■ Information ■
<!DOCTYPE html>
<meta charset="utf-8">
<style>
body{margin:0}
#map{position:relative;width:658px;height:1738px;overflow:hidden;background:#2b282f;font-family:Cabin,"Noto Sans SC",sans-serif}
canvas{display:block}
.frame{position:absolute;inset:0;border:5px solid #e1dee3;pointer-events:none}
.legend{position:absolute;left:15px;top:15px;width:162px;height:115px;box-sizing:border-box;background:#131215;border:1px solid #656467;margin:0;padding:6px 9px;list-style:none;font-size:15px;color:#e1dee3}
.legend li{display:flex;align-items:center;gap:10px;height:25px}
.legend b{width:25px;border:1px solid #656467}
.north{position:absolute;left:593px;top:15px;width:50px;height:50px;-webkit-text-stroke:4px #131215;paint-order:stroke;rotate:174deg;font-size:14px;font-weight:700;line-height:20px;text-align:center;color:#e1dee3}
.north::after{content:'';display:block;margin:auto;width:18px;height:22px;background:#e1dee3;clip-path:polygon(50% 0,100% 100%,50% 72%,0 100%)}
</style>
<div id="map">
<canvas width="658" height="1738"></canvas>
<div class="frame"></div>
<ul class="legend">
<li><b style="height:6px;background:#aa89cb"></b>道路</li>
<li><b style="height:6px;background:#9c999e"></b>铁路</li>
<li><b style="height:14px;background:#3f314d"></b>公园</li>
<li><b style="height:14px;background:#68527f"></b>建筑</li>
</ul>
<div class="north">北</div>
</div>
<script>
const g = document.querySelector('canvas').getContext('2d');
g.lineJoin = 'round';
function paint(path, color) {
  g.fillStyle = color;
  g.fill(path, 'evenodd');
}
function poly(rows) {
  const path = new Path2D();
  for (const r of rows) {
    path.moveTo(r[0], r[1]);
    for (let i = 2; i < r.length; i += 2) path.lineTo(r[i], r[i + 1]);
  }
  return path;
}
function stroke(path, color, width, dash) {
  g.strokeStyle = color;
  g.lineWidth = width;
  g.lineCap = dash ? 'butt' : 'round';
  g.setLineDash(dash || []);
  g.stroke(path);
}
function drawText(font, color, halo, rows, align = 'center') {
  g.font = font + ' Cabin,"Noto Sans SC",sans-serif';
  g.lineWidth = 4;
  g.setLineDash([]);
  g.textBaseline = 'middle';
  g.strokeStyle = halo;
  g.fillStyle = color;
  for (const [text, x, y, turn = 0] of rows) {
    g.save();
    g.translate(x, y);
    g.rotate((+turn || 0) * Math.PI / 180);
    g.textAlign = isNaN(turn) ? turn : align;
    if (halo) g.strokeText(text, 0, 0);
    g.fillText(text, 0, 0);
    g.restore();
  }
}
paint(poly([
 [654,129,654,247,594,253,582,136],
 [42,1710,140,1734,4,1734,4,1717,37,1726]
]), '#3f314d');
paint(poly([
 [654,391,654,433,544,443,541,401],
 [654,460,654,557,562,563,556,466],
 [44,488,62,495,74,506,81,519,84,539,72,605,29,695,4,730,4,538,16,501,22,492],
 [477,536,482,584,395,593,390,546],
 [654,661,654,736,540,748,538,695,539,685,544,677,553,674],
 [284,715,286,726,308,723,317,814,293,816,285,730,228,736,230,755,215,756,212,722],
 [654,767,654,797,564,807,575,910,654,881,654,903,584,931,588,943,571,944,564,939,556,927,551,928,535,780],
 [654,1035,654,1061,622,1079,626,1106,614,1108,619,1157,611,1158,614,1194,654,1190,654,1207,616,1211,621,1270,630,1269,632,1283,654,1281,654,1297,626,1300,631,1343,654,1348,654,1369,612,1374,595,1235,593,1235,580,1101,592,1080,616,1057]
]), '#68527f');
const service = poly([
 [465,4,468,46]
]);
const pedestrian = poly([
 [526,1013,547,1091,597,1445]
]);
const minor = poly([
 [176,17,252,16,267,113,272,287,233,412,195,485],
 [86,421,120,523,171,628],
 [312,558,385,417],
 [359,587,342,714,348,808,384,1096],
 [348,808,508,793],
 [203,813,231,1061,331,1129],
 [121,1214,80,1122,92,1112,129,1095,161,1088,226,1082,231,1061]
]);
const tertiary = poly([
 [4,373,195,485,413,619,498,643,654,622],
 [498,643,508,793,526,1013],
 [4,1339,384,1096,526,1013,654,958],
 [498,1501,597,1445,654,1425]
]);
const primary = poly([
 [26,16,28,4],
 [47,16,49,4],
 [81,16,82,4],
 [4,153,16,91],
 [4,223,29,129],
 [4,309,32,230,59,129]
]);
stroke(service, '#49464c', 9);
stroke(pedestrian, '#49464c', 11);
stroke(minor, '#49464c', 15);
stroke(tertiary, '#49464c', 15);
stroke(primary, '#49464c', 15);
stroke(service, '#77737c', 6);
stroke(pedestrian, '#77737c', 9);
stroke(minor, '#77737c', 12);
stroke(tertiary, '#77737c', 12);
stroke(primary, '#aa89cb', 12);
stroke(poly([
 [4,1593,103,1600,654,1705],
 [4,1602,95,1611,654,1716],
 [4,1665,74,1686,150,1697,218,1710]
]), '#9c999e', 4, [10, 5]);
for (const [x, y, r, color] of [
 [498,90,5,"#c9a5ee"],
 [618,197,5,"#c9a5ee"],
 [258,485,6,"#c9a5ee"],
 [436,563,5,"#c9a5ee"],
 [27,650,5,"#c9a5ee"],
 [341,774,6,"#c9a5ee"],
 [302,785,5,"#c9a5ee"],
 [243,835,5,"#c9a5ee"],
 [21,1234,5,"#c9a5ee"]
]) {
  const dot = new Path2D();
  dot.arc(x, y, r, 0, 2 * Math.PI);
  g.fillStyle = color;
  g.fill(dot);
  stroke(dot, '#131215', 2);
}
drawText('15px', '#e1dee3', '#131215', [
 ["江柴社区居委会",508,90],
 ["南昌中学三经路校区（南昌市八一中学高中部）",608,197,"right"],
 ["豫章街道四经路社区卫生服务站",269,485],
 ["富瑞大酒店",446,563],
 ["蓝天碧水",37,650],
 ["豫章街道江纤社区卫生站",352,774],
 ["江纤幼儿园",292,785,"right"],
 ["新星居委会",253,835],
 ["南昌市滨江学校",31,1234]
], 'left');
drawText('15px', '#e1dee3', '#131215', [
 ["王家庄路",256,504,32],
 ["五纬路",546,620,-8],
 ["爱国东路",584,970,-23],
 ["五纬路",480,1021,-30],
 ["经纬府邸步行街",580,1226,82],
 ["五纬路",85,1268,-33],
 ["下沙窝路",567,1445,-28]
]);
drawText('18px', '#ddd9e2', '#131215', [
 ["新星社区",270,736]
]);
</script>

■ Your goal ■
Report each line of the data that includes the string "rows".

■ Finished exercise ■
function poly(rows) {
  for (const r of rows) {
function drawText(font, color, halo, rows, align = 'center') {
  for (const [text, x, y, turn = 0] of rows) {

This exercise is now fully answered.